The classification tasks computers are good at today are the “low-hanging fruit” of computer vision, he said. To master these tasks, computers merely need to find correlations in massive data sets. For higher-order tasks, like scanning an object from multiple angles in order to determine what it is (think about the way you familiarize yourself with a statue by walking around it), such correlations may not be enough to go on. Computers may need to take a nod from humans to get it right.
For example, a key feature of human vision is the ability to do a double take. We process visual information and reach a conclusion about what we’ve seen. When that conclusion is jarring, we look again, and often the second glance tells us what’s really going on. Computer vision systems working in a feed-forward manner typically lack this ability, which leads computer vision systems to fail spectacularly at even some simple vision tasks.
There’s another, subtler and more important aspect of human vision that computer vision lacks.
It takes years for the human visual system to mature. A 2019 paper by Tsotsos and his collaborators found that people don’t fully acquire the ability to suppress clutter in a crowded scene and focus on what they’re looking for until around age 17. Other research has found that the ability to perceive faces keeps improving until around age 20.

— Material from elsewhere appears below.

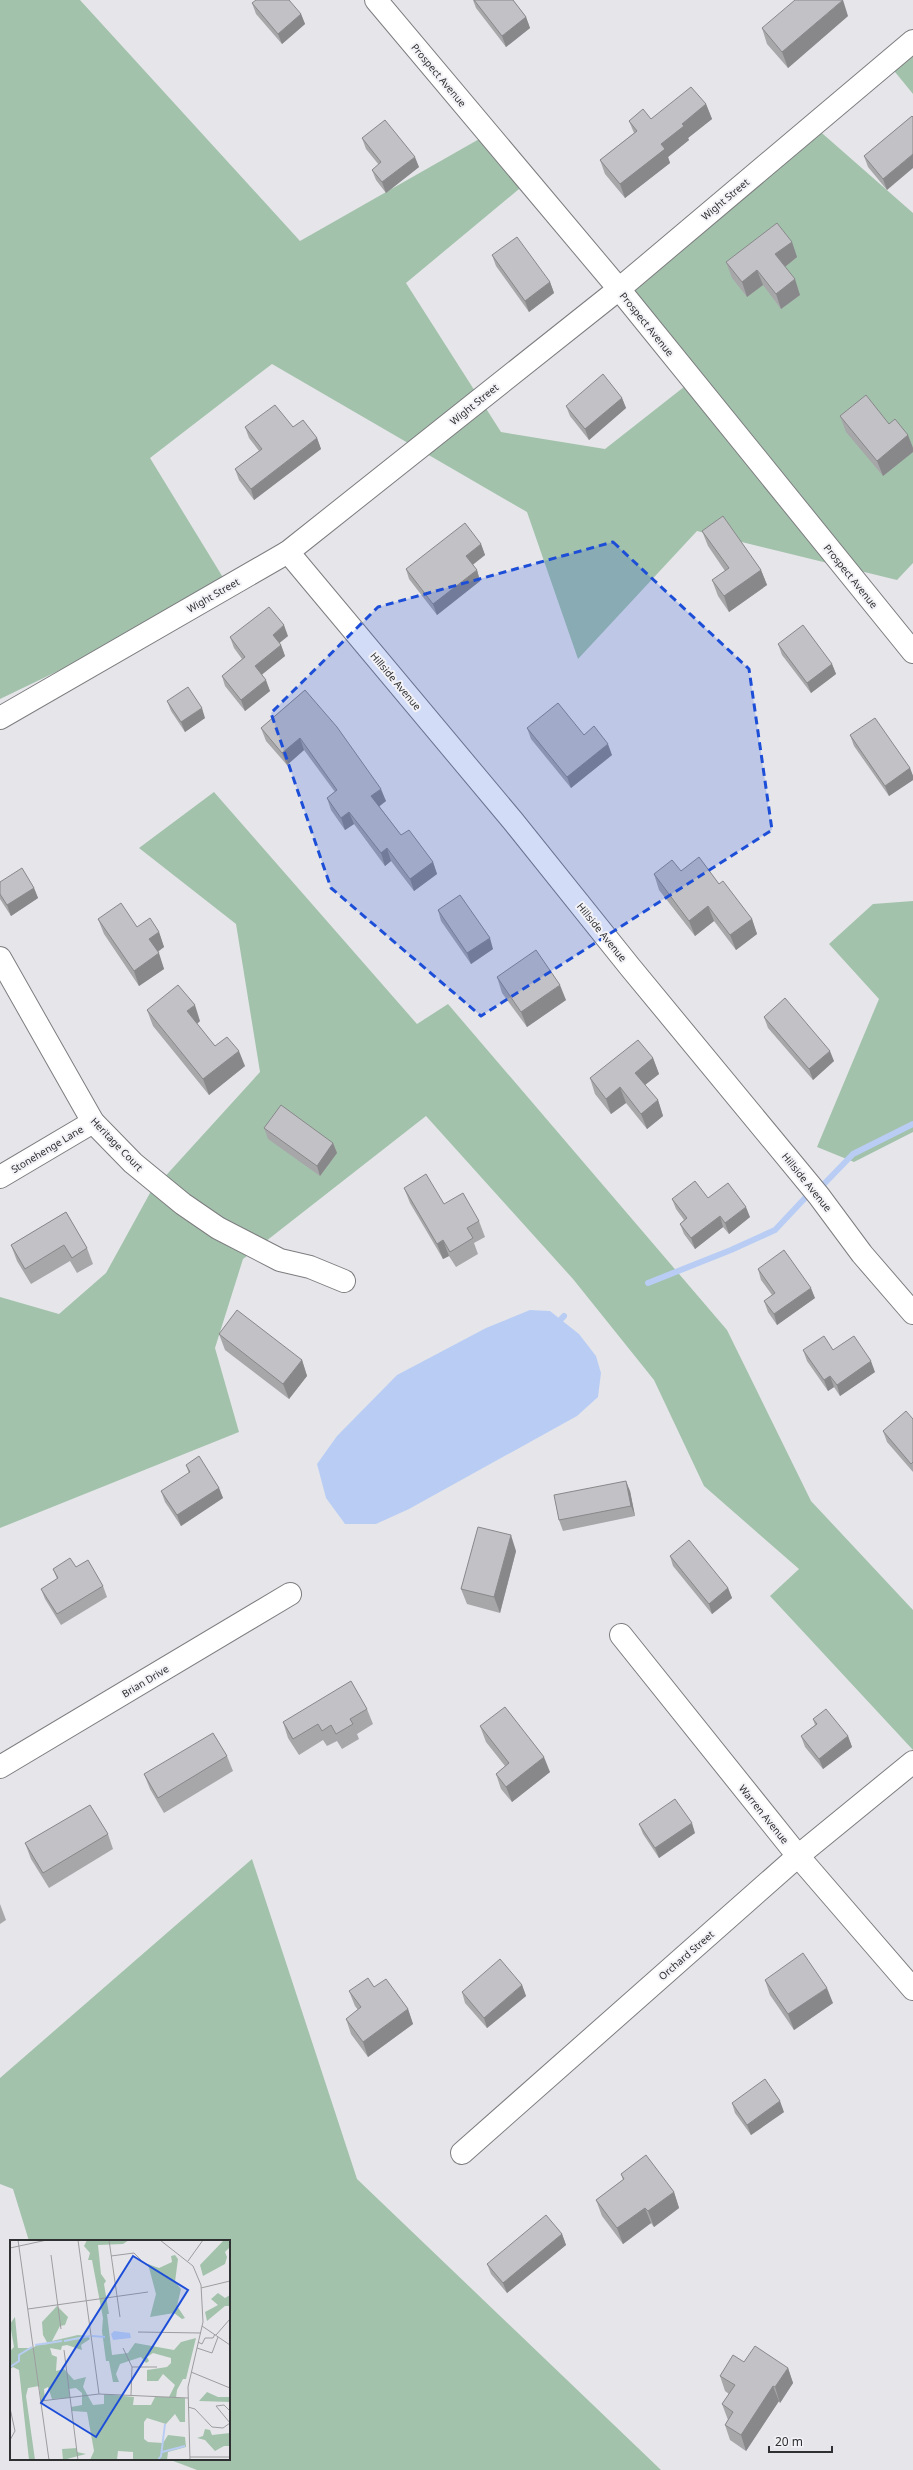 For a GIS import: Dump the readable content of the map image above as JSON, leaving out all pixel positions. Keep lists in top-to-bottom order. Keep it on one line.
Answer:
{"streets":{"street":["Prospect Avenue","Wight Street","Hillside Avenue","Heritage Court","Stonehenge Lane","Brian Drive","Warren Avenue","Orchard Street"]},"crossings":[["Prospect Avenue","Wight Street"],["Wight Street","Hillside Avenue"],["Heritage Court","Stonehenge Lane"],["Warren Avenue","Orchard Street"]],"scale_bar":"20 m"}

Computer vision systems work by digesting massive amounts of data. Their underlying architecture is fixed and doesn’t mature over time, the way the developing brain does. If the underlying learning mechanisms are so different, will the results be, too? Tsotsos thinks computer vision systems are in for a reckoning.
“Learning in these deep learning methods is as unrelated to human learning as can be,” he said. “That tells me the wall is coming. You’ll reach a point where these systems can no longer move forward in terms of their development.”